The very next day, I called a patient to follow up with her. She’d kind of fallen off the radar for a while. She was happy to hear from me. I asked her how she was feeling, if she’d like to rebook. “I don’t need to rebook,” She told me, excitedly, “I’m completely better!”

After one appointment.

I was astounded and intrigued. Of course, we expect people to get better, but it takes time to heal, and I rarely go gung-ho on the first appointment, there was still lots left in my treatment plan for her. She’d been experiencing over seven years of digestive pain, debilitating fatigue, life-changing and waist-expanding cravings for sugar. It takes a while to reverse seven years of symptoms. It takes longer than a couple of weeks. But her symptoms were gone. She felt energized, her mood was great and she’d lost a bit of weight already. She no longer had cravings.

And she’d just started on one remedy.

Which was, you guess it, probiotics.

Sure, you might think. Maybe it wasn’t the probiotics, maybe she would have just gotten better on her own. Possible, but unlikely. She’d been suffering for years.

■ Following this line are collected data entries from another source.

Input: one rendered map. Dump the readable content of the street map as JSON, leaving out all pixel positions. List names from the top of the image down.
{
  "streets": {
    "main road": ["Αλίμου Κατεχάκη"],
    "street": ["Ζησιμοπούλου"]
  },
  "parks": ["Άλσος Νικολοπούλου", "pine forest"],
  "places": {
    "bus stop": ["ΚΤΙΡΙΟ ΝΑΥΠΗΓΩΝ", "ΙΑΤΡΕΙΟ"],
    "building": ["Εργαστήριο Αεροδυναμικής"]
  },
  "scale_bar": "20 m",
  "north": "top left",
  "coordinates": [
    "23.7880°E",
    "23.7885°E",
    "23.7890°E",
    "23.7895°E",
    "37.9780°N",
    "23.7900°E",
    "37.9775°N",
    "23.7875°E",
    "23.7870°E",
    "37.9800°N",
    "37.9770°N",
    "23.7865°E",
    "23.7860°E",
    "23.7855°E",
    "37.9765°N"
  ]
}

Ok, then, you say, maybe it was a placebo effect. Maybe it wasn’t the actual probiotics. Again, it’s possible. She’d tried other therapies before, which hadn’t worked, however and she “believed” in them just as much as the probiotic. And the probiotic made her better.

The point is this: we don’t know. Science is magical. People are magical. Medicine, which combines science with people, is the most magical of all. There are no guarantees.

The point is that anything can make anyone feel better: a good cry, a $10,000 bag of chemotherapy, journalling for 12 weeks or popping a probiotic. Some things have more research behind them. Some things we’ve studied and so we know some of the mechanisms for why things work. But we still have a lot of why’s and we always will. Everybody and every body is different. No two people or two conditions should receive the exact same protocol or supplement or IV bag or journalling exercise or cry-fest. We have no guarantees what will work or what will make you feel better. Just some research papers, some experience, maybe the odd dash of intuition or interpersonal connection and a firm resolve to want our patients to get better. And that’s a guarantee.